Provided data:
⁂

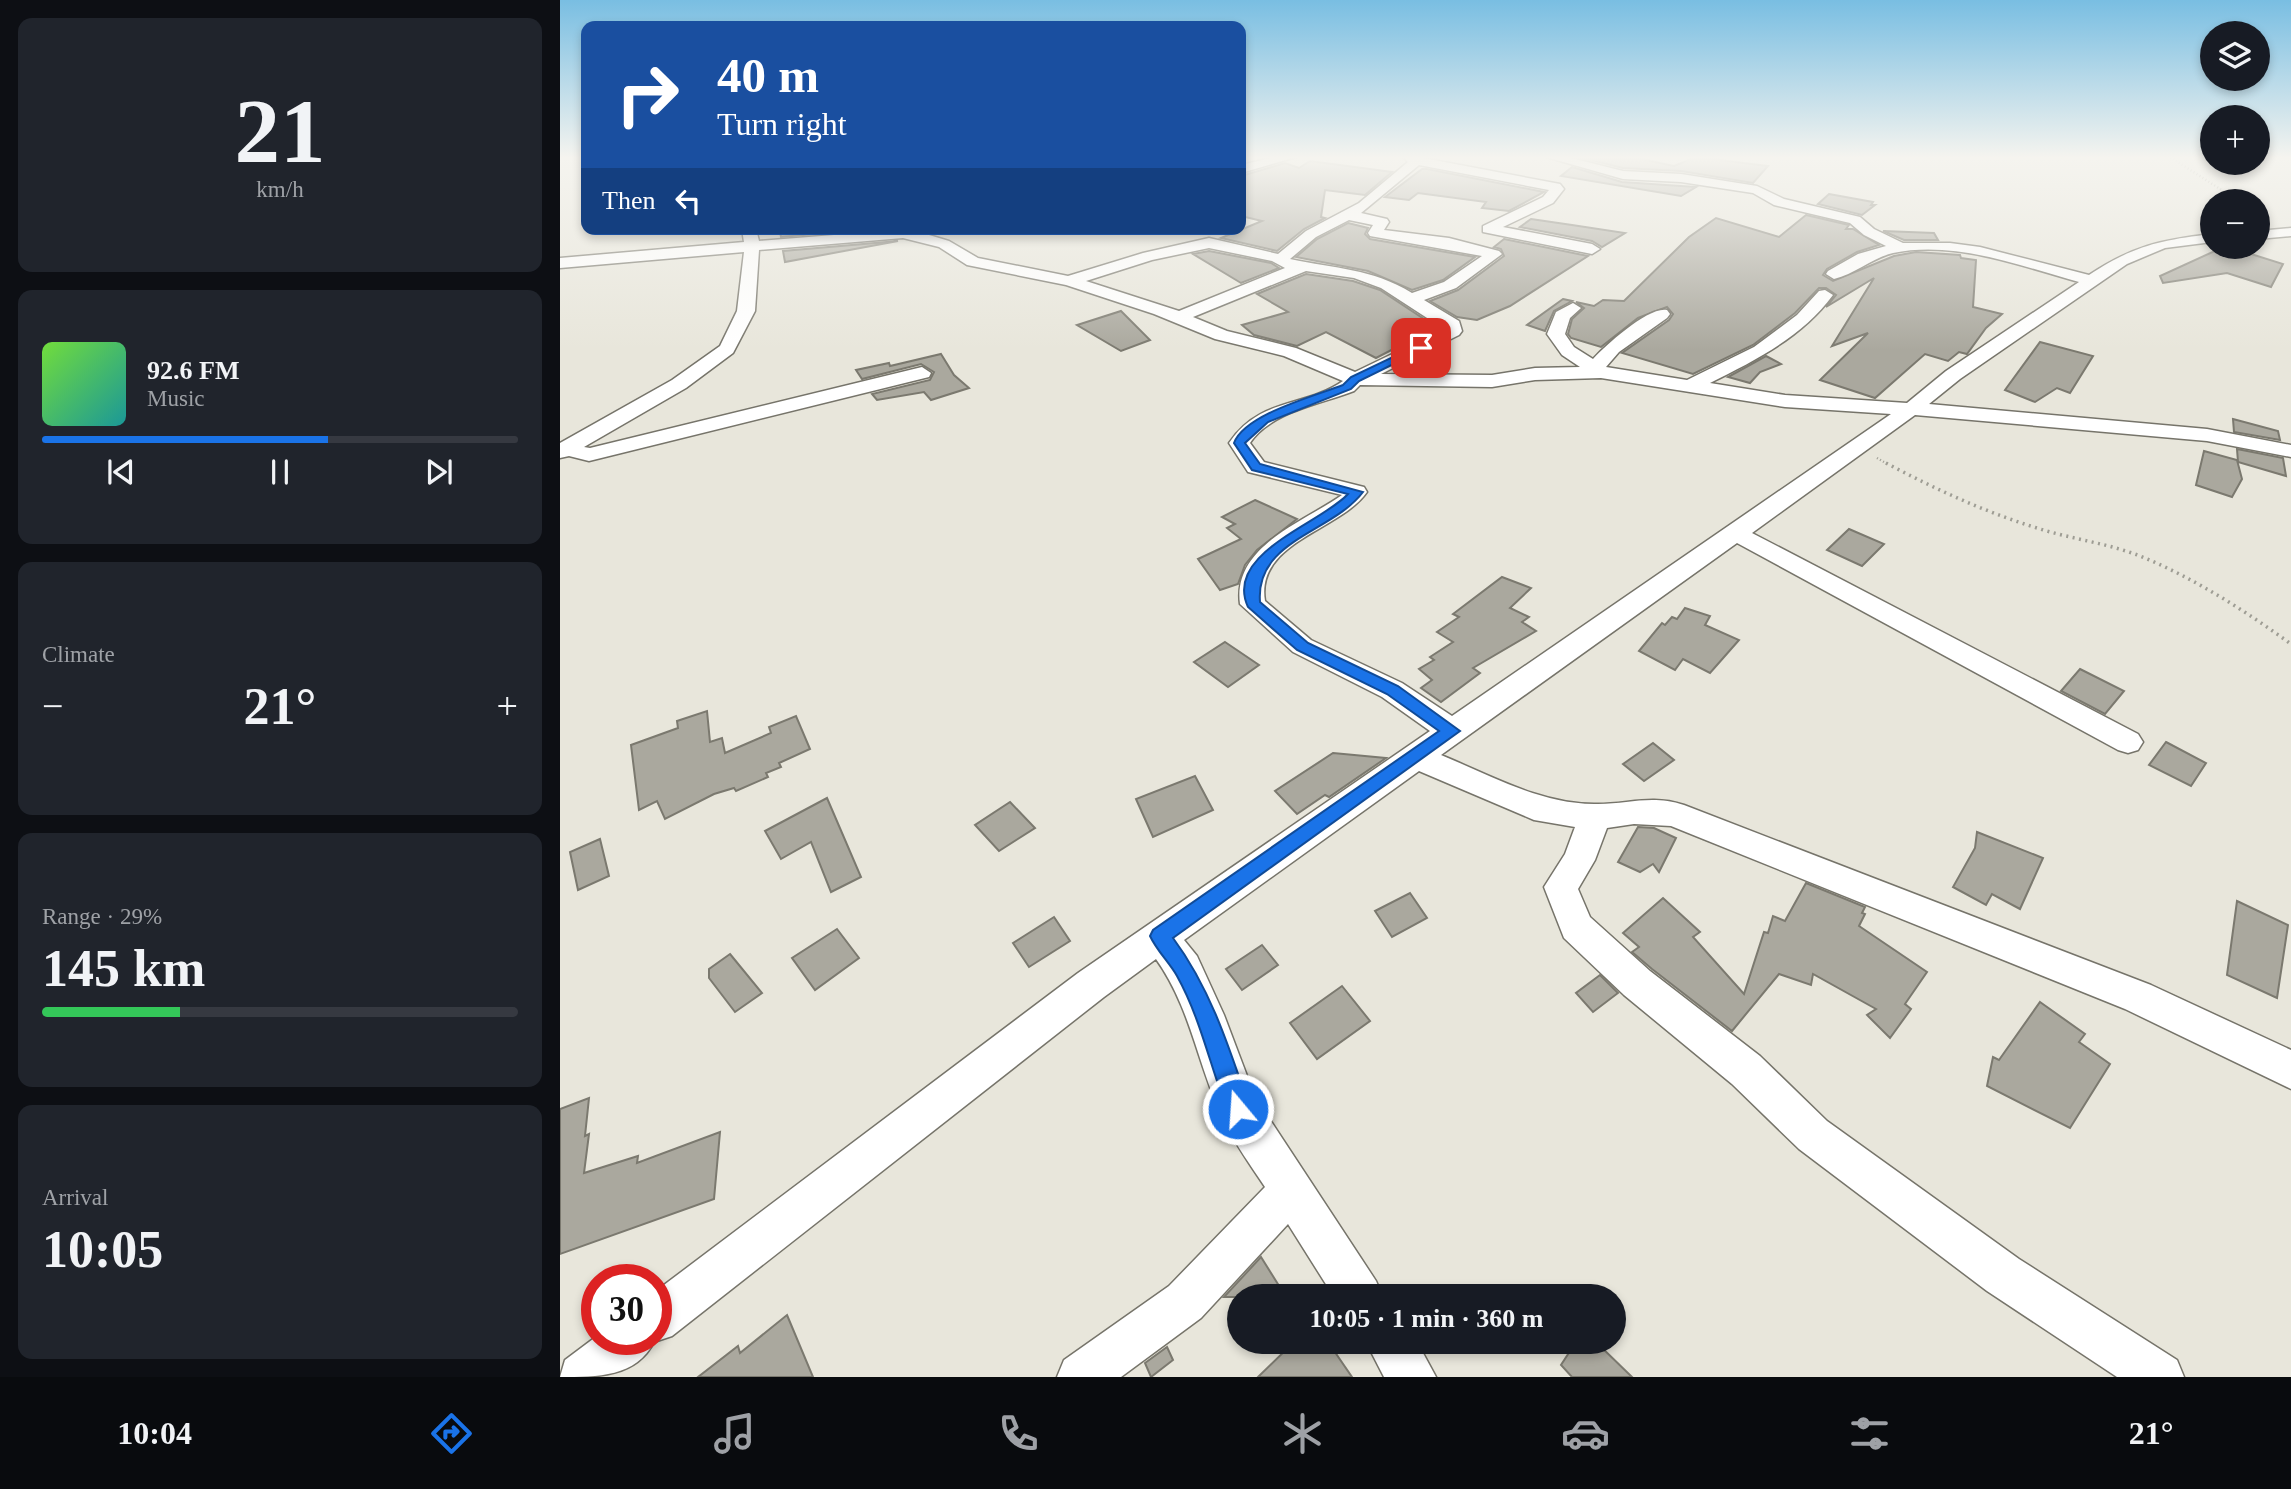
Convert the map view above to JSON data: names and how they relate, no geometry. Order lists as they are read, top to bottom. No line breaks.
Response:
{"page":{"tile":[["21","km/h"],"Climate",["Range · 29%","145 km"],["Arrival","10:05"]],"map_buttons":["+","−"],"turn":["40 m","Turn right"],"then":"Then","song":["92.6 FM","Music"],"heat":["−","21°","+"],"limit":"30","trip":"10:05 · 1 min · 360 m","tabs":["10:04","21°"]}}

⁂

Task prompt: Omit the pictures, and quote the material above exactly as given.

Result:
Convert the map view above to JSON data: names and how they relate, no geometry. Order lists as they are read, top to bottom. No line breaks.
Response:
{"page":{"tile":[["21","km/h"],"Climate",["Range · 29%","145 km"],["Arrival","10:05"]],"map_buttons":["+","−"],"turn":["40 m","Turn right"],"then":"Then","song":["92.6 FM","Music"],"heat":["−","21°","+"],"limit":"30","trip":"10:05 · 1 min · 360 m","tabs":["10:04","21°"]}}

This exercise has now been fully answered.